The main treatment for blepharitis is through lid hygiene - keeping the area clean aims to reduce the bacterial load on the eye that is causing the infection. A dedicated lid cleanser is recommended, or a weak baking soda solution may be effective as well. Even with improvement to symptoms, it is important to continue keeping the area clean to remain symptom free. Stopping the treatment can result in the condition returning, as the bacteria that cause the condition are very common on the skin and eyelids
In-Clinic Treatment Options
Blephasteam can be thought of as a more intensive in-house heat & massage treatment for MGD-related dry eye. It involves a goggle-like device which combines moisture and heat therapy in order to unblock the meibomian glands, improving tear film quality.
The device is electronically controlled to provide a stable source of heat for 10 minutes, and saline rings provide a moist environment within the goggles. The moist heat acts to soften up the oils inside the meibomian glands, making them easier to express.
At Milburn and Neill, a Blephasteam session is followed by an in-house gland expression in order to get the most out of the heat therapy that Bephasteam provides.This involves using special gland expression tools which allow us to individually apply pressure to unblock each gland, allowing for free-flowing oils and a reduction in MGD symptoms. In some cases, you may also be prescribed a short course of antibiotics prior to your Blephasteam session to reduce inflammation and aid in the softening and expression of stubbornly blocked glands.
Intense pulsed light (IPL) therapy is a novel treatment for dry eye which has traditionally been used in the cosmetic industry for treatment of a range of dermatological conditions.

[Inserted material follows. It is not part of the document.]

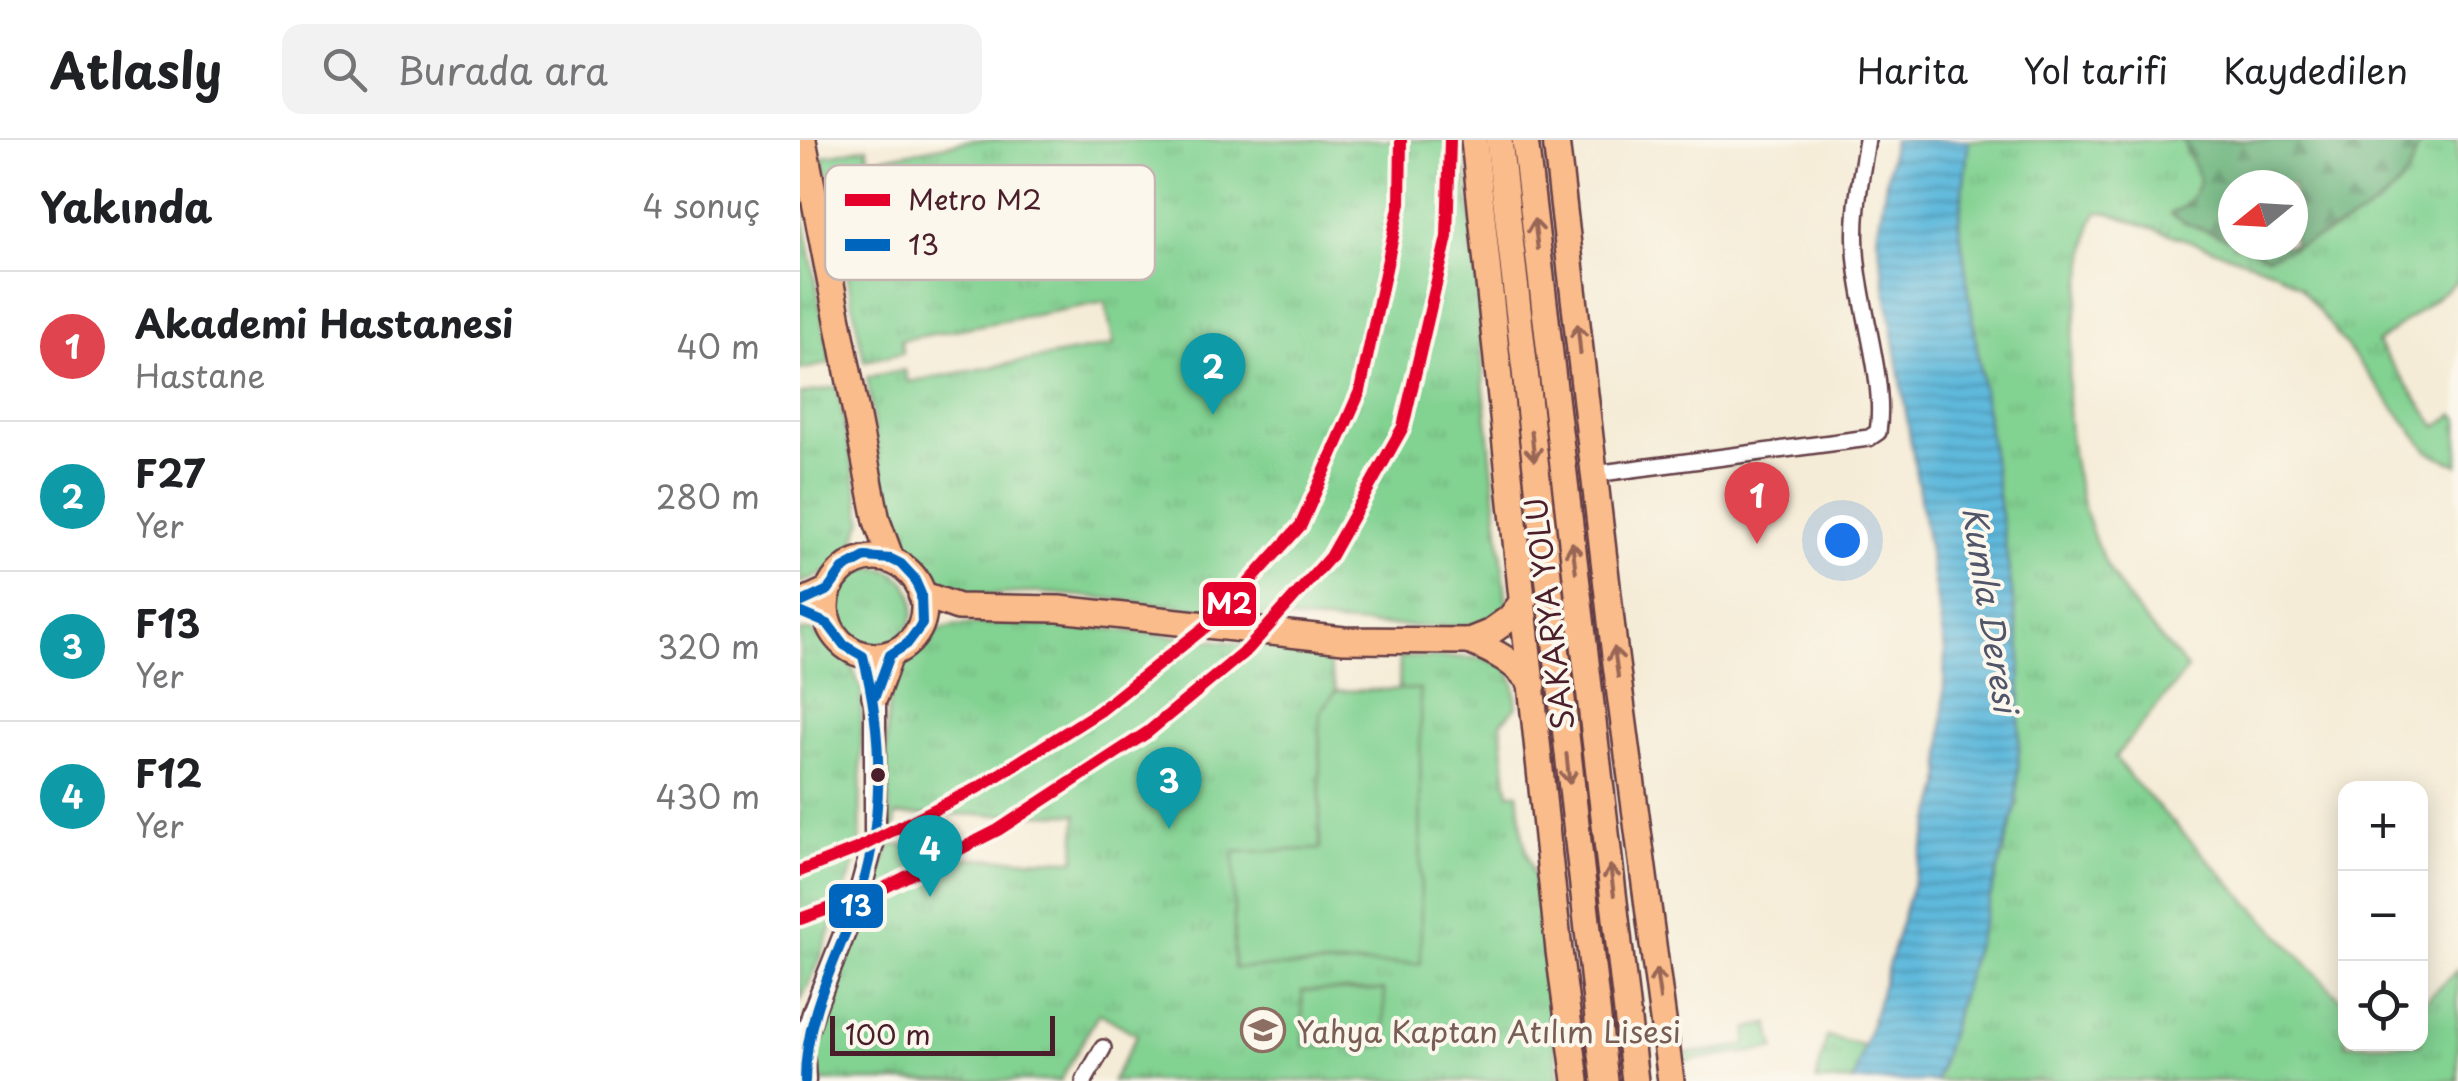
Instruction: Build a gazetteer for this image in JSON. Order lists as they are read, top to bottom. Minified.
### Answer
{"streets":{"main road":["SAKARYA YOLU"]},"water":["Kumla Deresi"],"places":{"school or university":["Yahya Kaptan Atılım Lisesi"]},"lines":["metro line M2","transit line 13"],"legend":["Metro M2","13"],"scale_bar":"100 m","north":"left","page":{"header":"Atlasly","search":"Burada ara","nav":["Harita","Yol tarifi","Kaydedilen"],"heading":["Yakında","4 sonuç"],"list":[{"mark":"1","name":"Akademi Hastanesi","note":"Hastane","value":"40 m"},{"mark":"2","name":"F27","note":"Yer","value":"280 m"},{"mark":"3","name":"F13","note":"Yer","value":"320 m"},{"mark":"4","name":"F12","note":"Yer","value":"430 m"}],"pins":["2","1","3","4"],"map_buttons":["+","−"],"scale":"100 m"}}
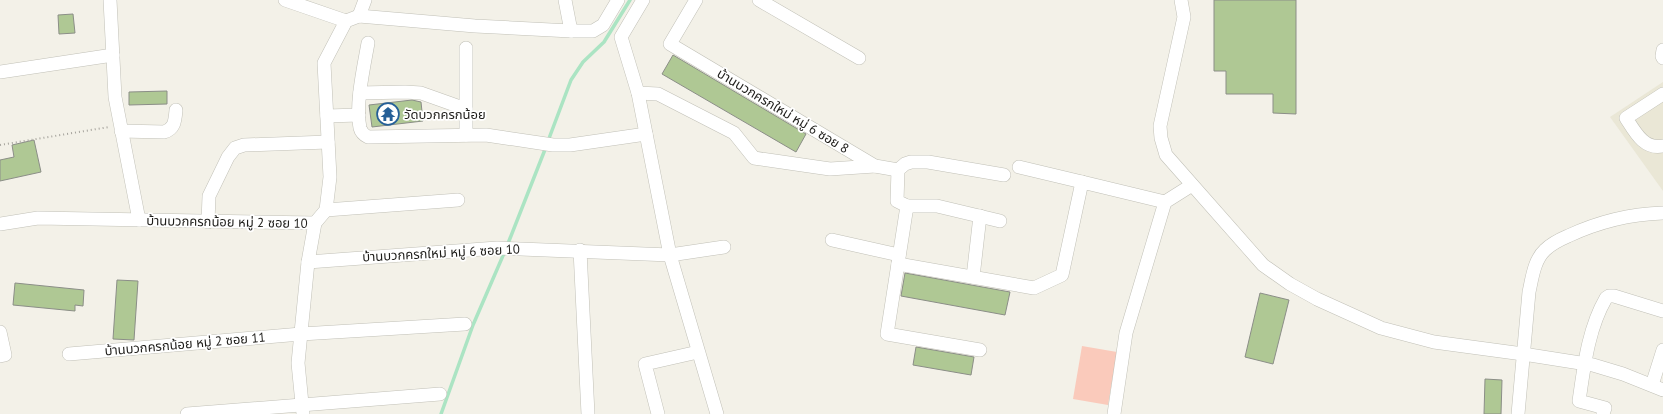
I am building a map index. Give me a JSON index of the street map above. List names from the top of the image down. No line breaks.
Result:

IPL devices such as the E>Eye release high-intensity polychromatic light, ranging from infrared to visible spectrum, and the intensity can be adjusted to target selected structures.For dry eye, IPL stimulates the meibomian glands in order to return them to their normal function, and is one of the longest lasting treatment options for MGD.
In a study published by the University of Auckland, significant improvements in clinical signs and symptoms of dry eye were observed during the treatment period with IPL. The treatment was seen to enhance the quality of the oil layer in the tear film and reduced blockage of the meibomian glands. Five flashes per side were seen to have more effective results than four flashes per side, with earlier improvements being seen in dry eye symptom scores on day 15 in participants receiving five flashes.
IPL allows for a sustained cumulative effect following multiple treatments. Research suggests an initial course of 4 treatments of 5 flashes per side, with continued “top up” treatments spaced out thereafter to maintain the cumulative effects.
Although not usually used as standalone treatments, in certain cases the addition of medicated eye drops or oral antibiotics can help reduce symptoms of dry eye disease and improve the efficacy of other treatments.
Topical antibiotics can sometimes be prescribed to reduce the amount of bacteria on or around the eyes.
Low-dose topical corticosteroid eye drops can sometimes be prescribed for a short period to help to reduce inflammation and its associated symptoms resulting from dry eye, or in cases of flare-ups.It does not necessarily treat the underlying cause (dry eye) directly, but can help manage the symptoms until further treatment kicks in.
Oral antibiotics such as doxycycline or azithromycin may be prescribed to assist in the treatment of dry eye. Doxycycline and azithromycin both act to reduce the secretion of bacterial enzymes which break down the oils in the tears, leading to a more stable tear film. They also act to reduce inflammation associated with MGD, which aids in reducing dry eye symptoms. A short course of oral antibiotic can also be prescribed prior to gland expression (such as with Blephasteam) to help soften up the blockages in the oil glands which allows them to be removed more easily.